Since only the text is wanted, print every entry below exactly and omit the images.

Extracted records
━━━━━━━━
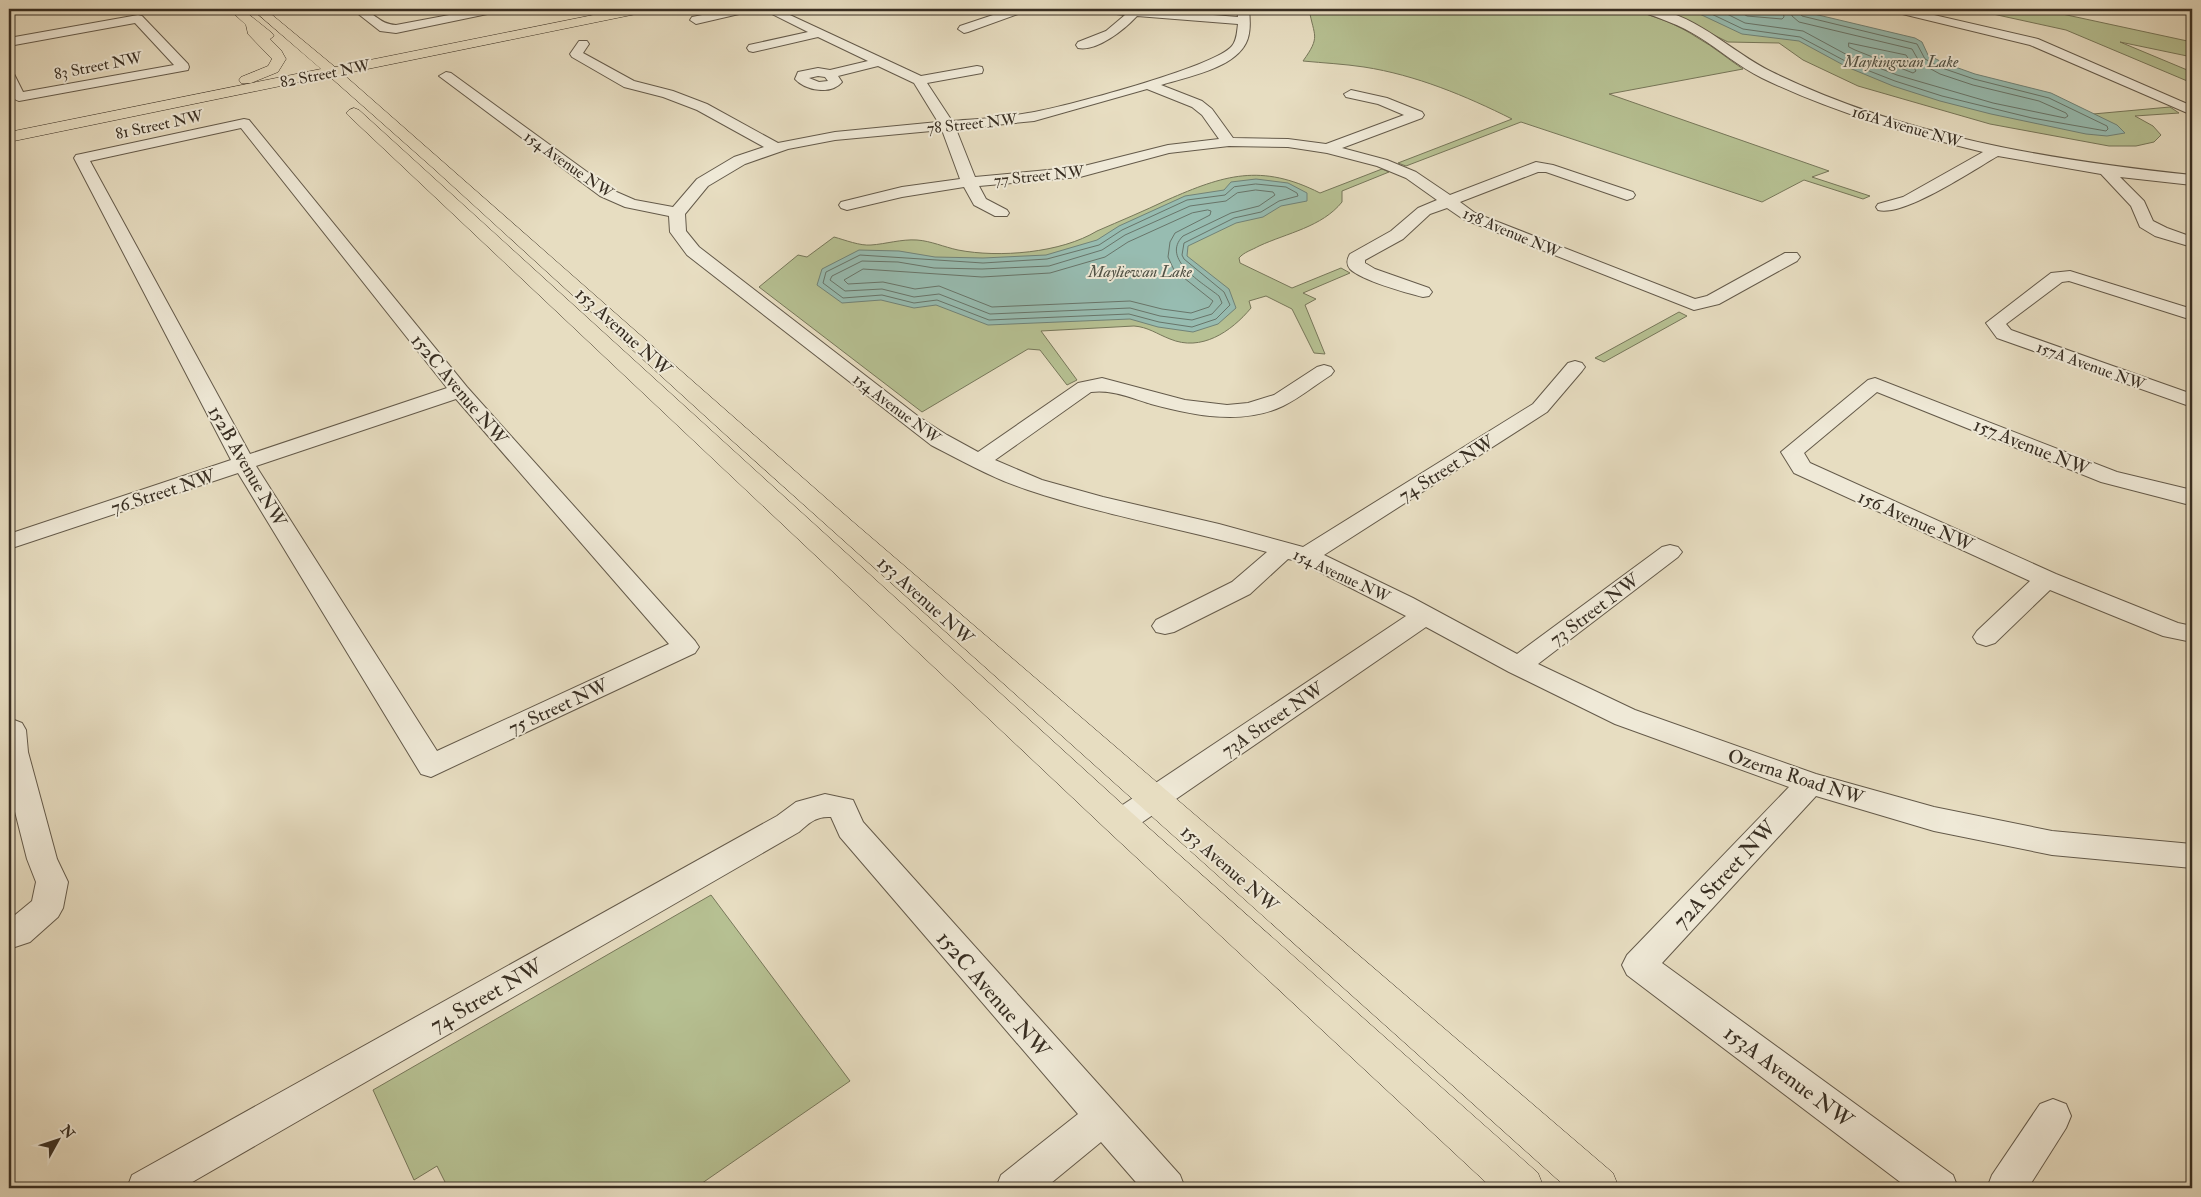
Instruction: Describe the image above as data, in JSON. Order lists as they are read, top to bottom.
{
  "streets": {
    "main road": ["82 Street NW", "153 Avenue NW"],
    "street": [
      "83 Street NW",
      "78 Street NW",
      "81 Street NW",
      "161A Avenue NW",
      "154 Avenue NW",
      "77 Street NW",
      "158 Avenue NW",
      "157A Avenue NW",
      "152C Avenue NW",
      "157 Avenue NW",
      "152B Avenue NW",
      "74 Street NW",
      "76 Street NW",
      "156 Avenue NW",
      "73 Street NW",
      "75 Street NW",
      "73A Street NW",
      "Ozerna Road NW",
      "72A Street NW",
      "153A Avenue NW"
    ]
  },
  "crossings": [
    ["82 Street NW", "153 Avenue NW"],
    ["78 Street NW", "154 Avenue NW"],
    ["81 Street NW", "152C Avenue NW"],
    ["81 Street NW", "152B Avenue NW"],
    ["154 Avenue NW", "74 Street NW"],
    ["154 Avenue NW", "73A Street NW"],
    ["154 Avenue NW", "Ozerna Road NW"],
    ["77 Street NW", "158 Avenue NW"],
    ["153 Avenue NW", "73A Street NW"],
    ["152C Avenue NW", "74 Street NW"],
    ["152C Avenue NW", "76 Street NW"],
    ["152C Avenue NW", "75 Street NW"],
    ["157 Avenue NW", "156 Avenue NW"],
    ["152B Avenue NW", "76 Street NW"],
    ["152B Avenue NW", "75 Street NW"],
    ["73 Street NW", "Ozerna Road NW"],
    ["73A Street NW", "Ozerna Road NW"],
    ["Ozerna Road NW", "72A Street NW"],
    ["72A Street NW", "153A Avenue NW"]
  ],
  "water": ["Maykingwan Lake", "Mayliewan Lake"],
  "north": "top right"
}
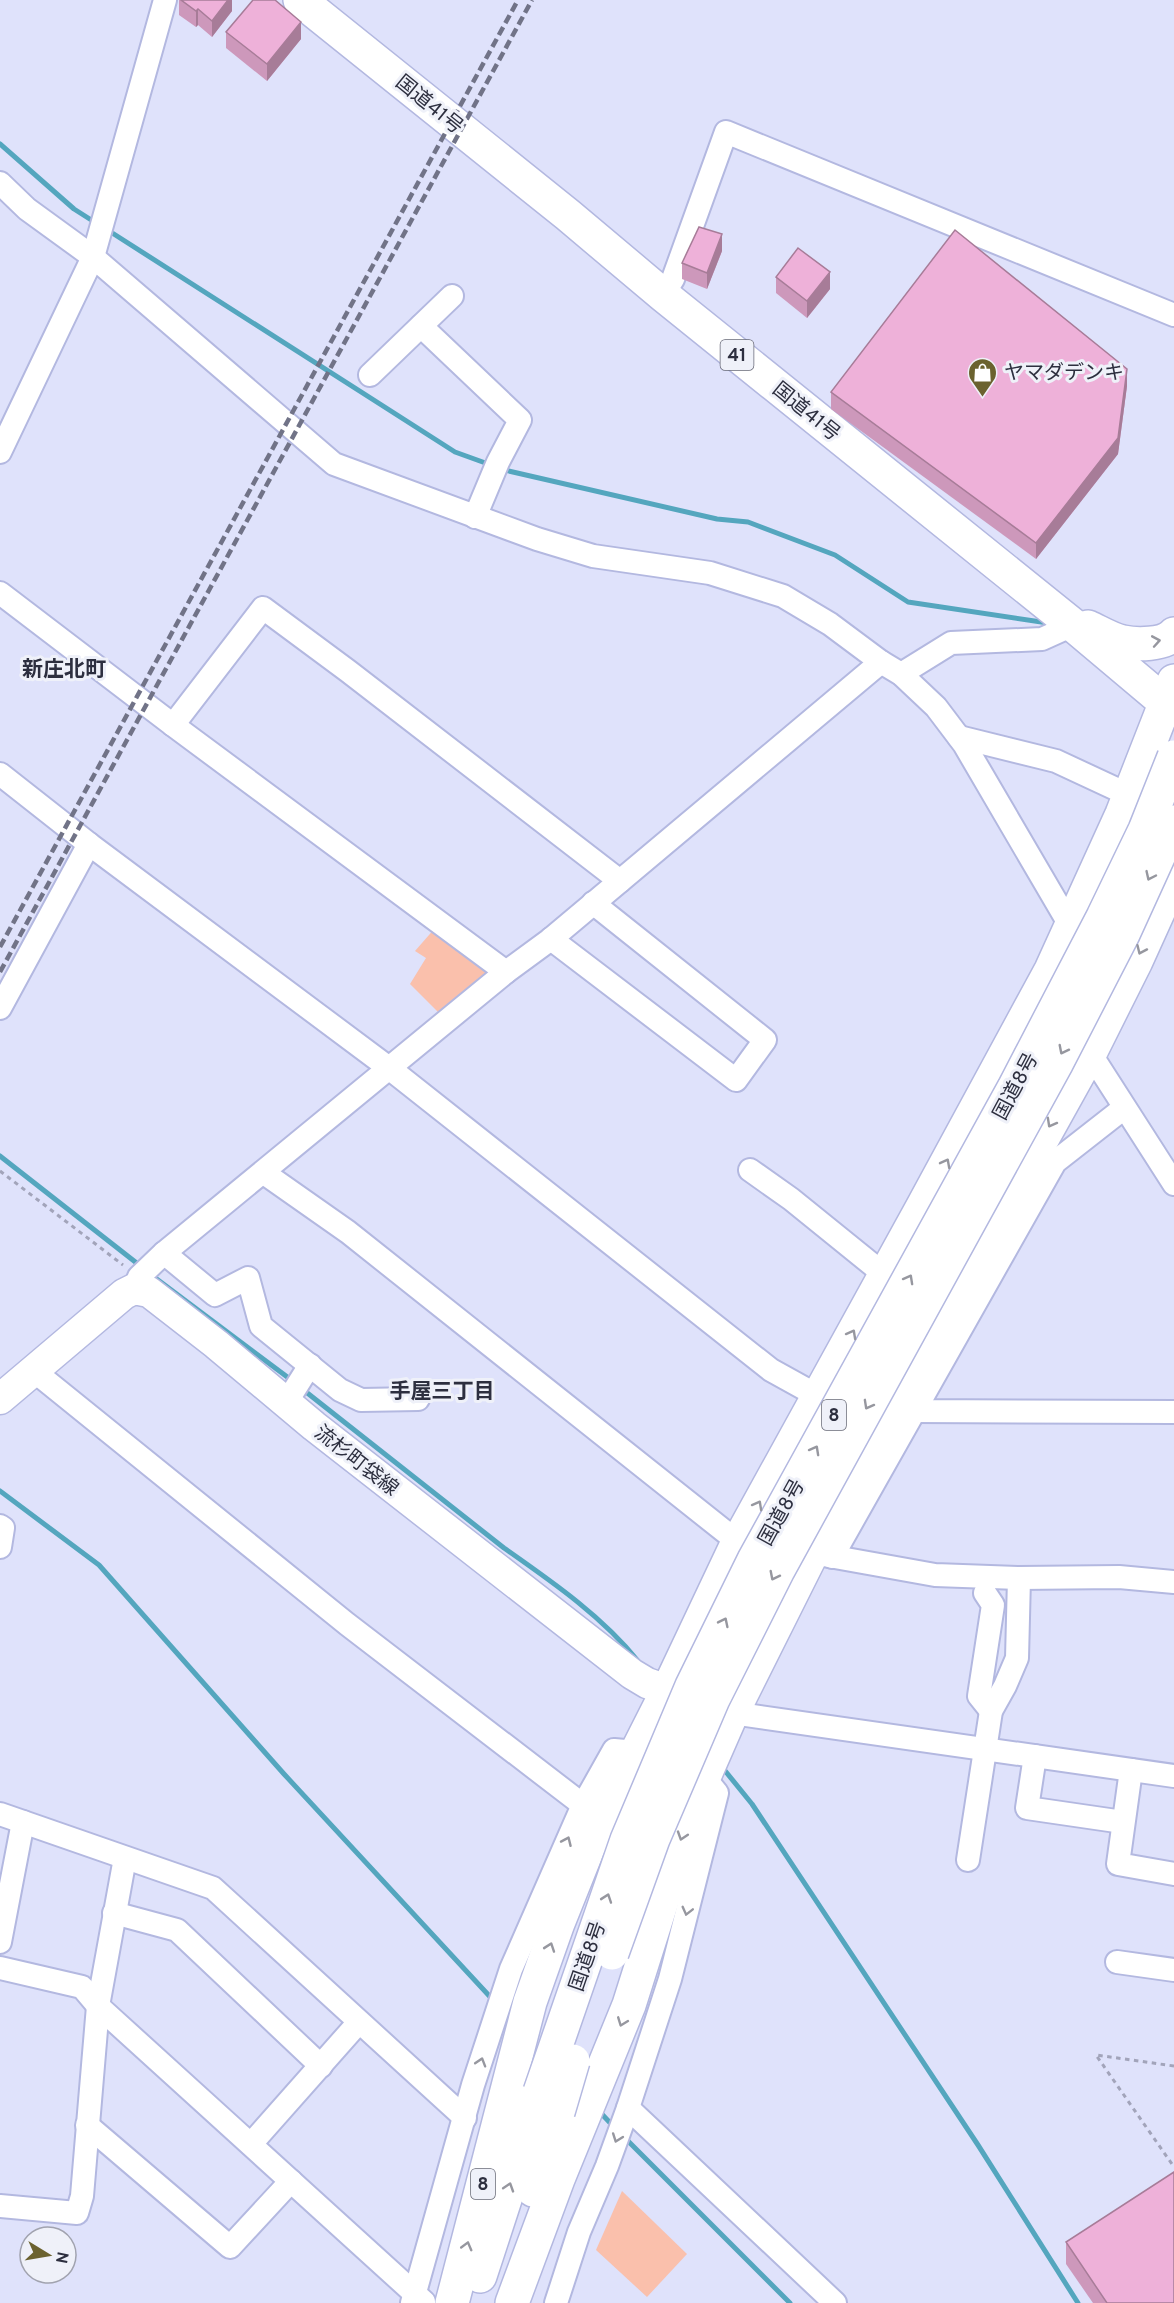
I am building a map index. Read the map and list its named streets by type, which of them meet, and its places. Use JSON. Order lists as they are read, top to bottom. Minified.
━━━━━━━━
TASK RESPONSE —
Instruction: Describe the image above as data, in JSON. Order lists as they are read, top to bottom.
{
  "streets": {
    "main road": ["82 Street NW", "153 Avenue NW"],
    "street": [
      "83 Street NW",
      "78 Street NW",
      "81 Street NW",
      "161A Avenue NW",
      "154 Avenue NW",
      "77 Street NW",
      "158 Avenue NW",
      "157A Avenue NW",
      "152C Avenue NW",
      "157 Avenue NW",
      "152B Avenue NW",
      "74 Street NW",
      "76 Street NW",
      "156 Avenue NW",
      "73 Street NW",
      "75 Street NW",
      "73A Street NW",
      "Ozerna Road NW",
      "72A Street NW",
      "153A Avenue NW"
    ]
  },
  "crossings": [
    ["82 Street NW", "153 Avenue NW"],
    ["78 Street NW", "154 Avenue NW"],
    ["81 Street NW", "152C Avenue NW"],
    ["81 Street NW", "152B Avenue NW"],
    ["154 Avenue NW", "74 Street NW"],
    ["154 Avenue NW", "73A Street NW"],
    ["154 Avenue NW", "Ozerna Road NW"],
    ["77 Street NW", "158 Avenue NW"],
    ["153 Avenue NW", "73A Street NW"],
    ["152C Avenue NW", "74 Street NW"],
    ["152C Avenue NW", "76 Street NW"],
    ["152C Avenue NW", "75 Street NW"],
    ["157 Avenue NW", "156 Avenue NW"],
    ["152B Avenue NW", "76 Street NW"],
    ["152B Avenue NW", "75 Street NW"],
    ["73 Street NW", "Ozerna Road NW"],
    ["73A Street NW", "Ozerna Road NW"],
    ["Ozerna Road NW", "72A Street NW"],
    ["72A Street NW", "153A Avenue NW"]
  ],
  "water": ["Maykingwan Lake", "Mayliewan Lake"],
  "north": "top right"
}
I am building a map index. Read the map and list its named streets by type, which of them meet, and its places. Use JSON. Order lists as they are read, top to bottom. Minified.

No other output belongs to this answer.